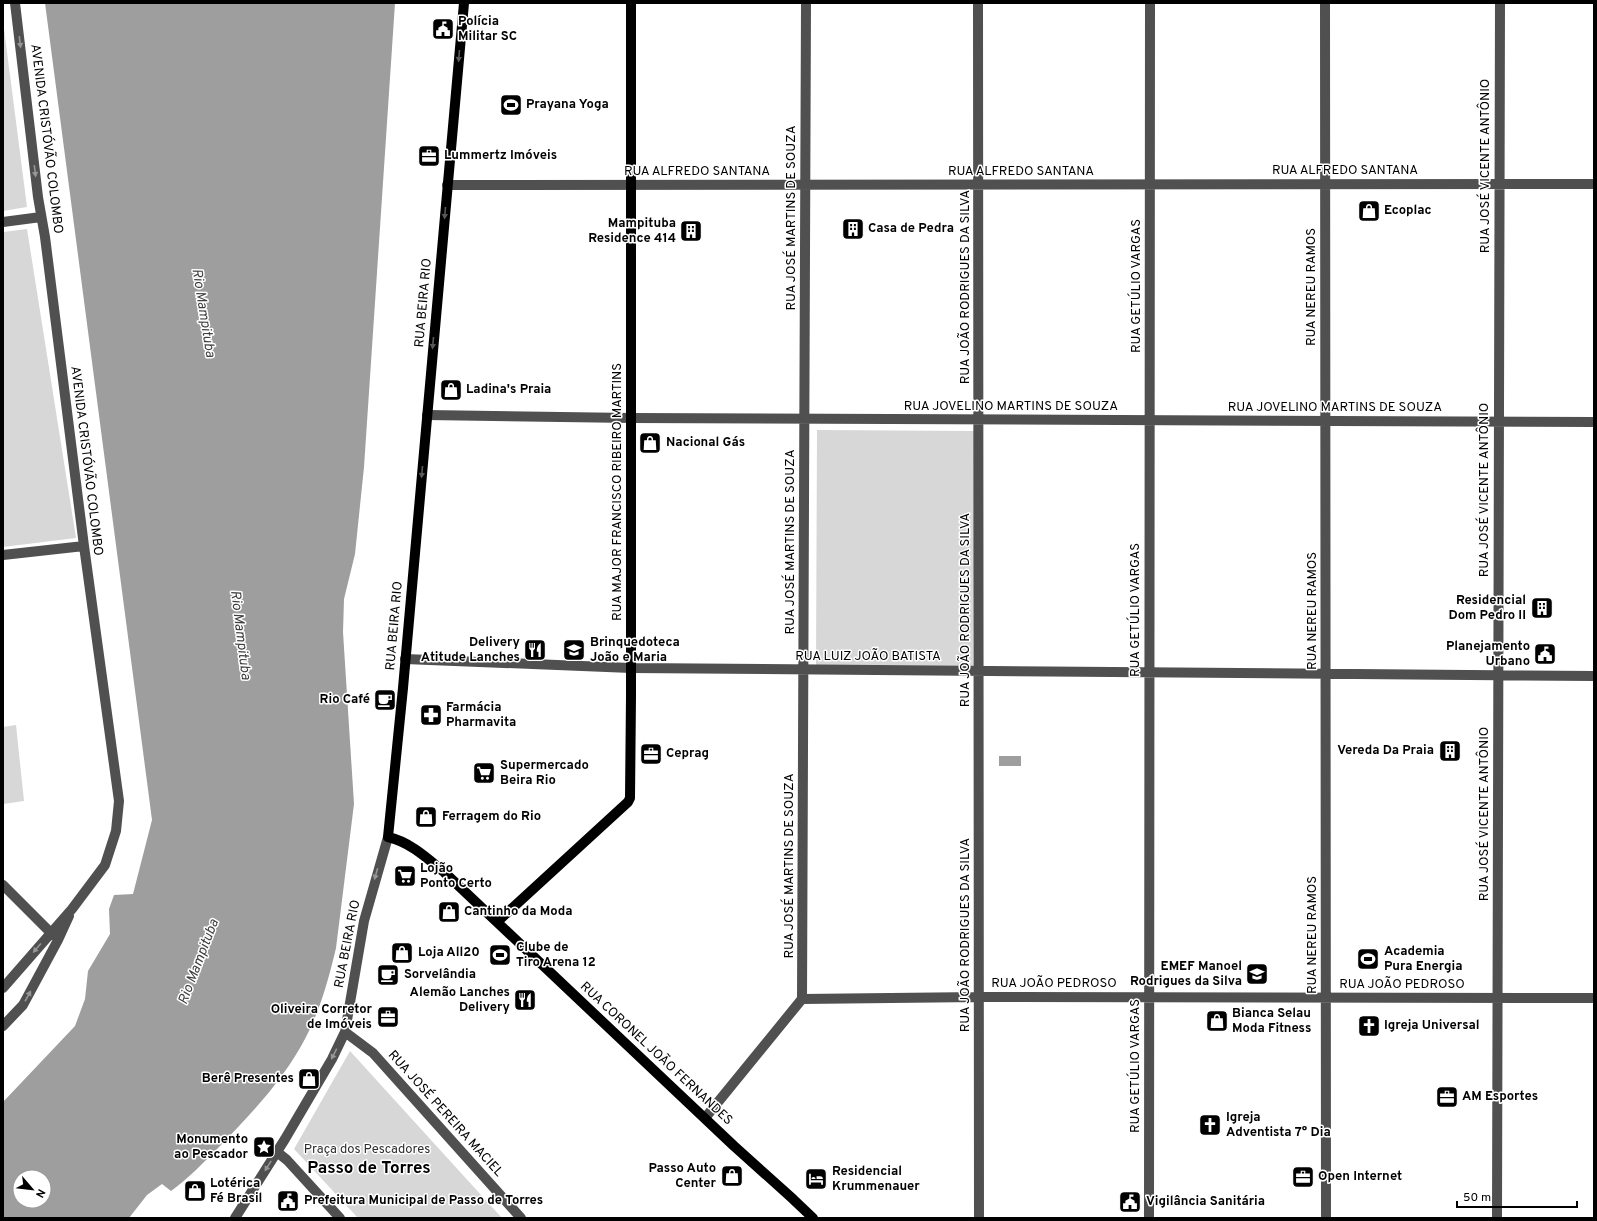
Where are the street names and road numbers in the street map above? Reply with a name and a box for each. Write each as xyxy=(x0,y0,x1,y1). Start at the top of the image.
street label: AVENIDA CRISTÓVÃO COLOMBO xyxy=(26,43,68,235)
street label: RUA JOSÉ VICENTE ANTÔNIO xyxy=(1476,79,1494,253)
street label: RUA JOSÉ MARTINS DE SOUZA xyxy=(782,125,800,311)
street label: RUA ALFREDO SANTANA xyxy=(1272,163,1418,179)
street label: RUA ALFREDO SANTANA xyxy=(624,164,770,180)
street label: RUA ALFREDO SANTANA xyxy=(948,164,1094,180)
street label: RUA JOÃO RODRIGUES DA SILVA xyxy=(957,190,974,384)
street label: RUA GETÚLIO VARGAS xyxy=(1127,219,1145,353)
street label: RUA NEREU RAMOS xyxy=(1304,228,1320,346)
street label: RUA BEIRA RIO xyxy=(412,258,436,348)
street label: RUA MAJOR FRANCISCO RIBEIRO MARTINS xyxy=(610,363,626,621)
street label: AVENIDA CRISTÓVÃO COLOMBO xyxy=(66,365,108,557)
street label: RUA JOVELINO MARTINS DE SOUZA xyxy=(904,399,1118,415)
street label: RUA JOVELINO MARTINS DE SOUZA xyxy=(1228,400,1442,416)
street label: RUA JOSÉ VICENTE ANTÔNIO xyxy=(1475,403,1493,577)
street label: RUA JOSÉ MARTINS DE SOUZA xyxy=(781,449,799,635)
street label: RUA JOÃO RODRIGUES DA SILVA xyxy=(957,513,974,707)
street label: RUA GETÚLIO VARGAS xyxy=(1126,543,1144,677)
street label: RUA NEREU RAMOS xyxy=(1305,552,1321,670)
street label: RUA BEIRA RIO xyxy=(383,581,407,671)
street label: RUA LUIZ JOÃO BATISTA xyxy=(795,648,941,665)
street label: RUA JOSÉ VICENTE ANTÔNIO xyxy=(1475,727,1493,901)
street label: RUA JOSÉ MARTINS DE SOUZA xyxy=(780,773,798,959)
street label: RUA JOÃO RODRIGUES DA SILVA xyxy=(957,838,974,1032)
street label: RUA NEREU RAMOS xyxy=(1305,876,1321,994)
street label: RUA BEIRA RIO xyxy=(332,899,364,989)
street label: RUA JOÃO PEDROSO xyxy=(991,975,1117,992)
street label: RUA JOÃO PEDROSO xyxy=(1339,976,1465,993)
street label: RUA CORONEL JOÃO FERNANDES xyxy=(576,978,736,1129)
street label: RUA GETÚLIO VARGAS xyxy=(1126,999,1144,1133)
street label: RUA JOSÉ PEREIRA MACIEL xyxy=(384,1046,507,1180)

[What the task asks]
Using the listing above, state how many lines contain the string "JOÃO". Give the number by itself.

[Final answer]
7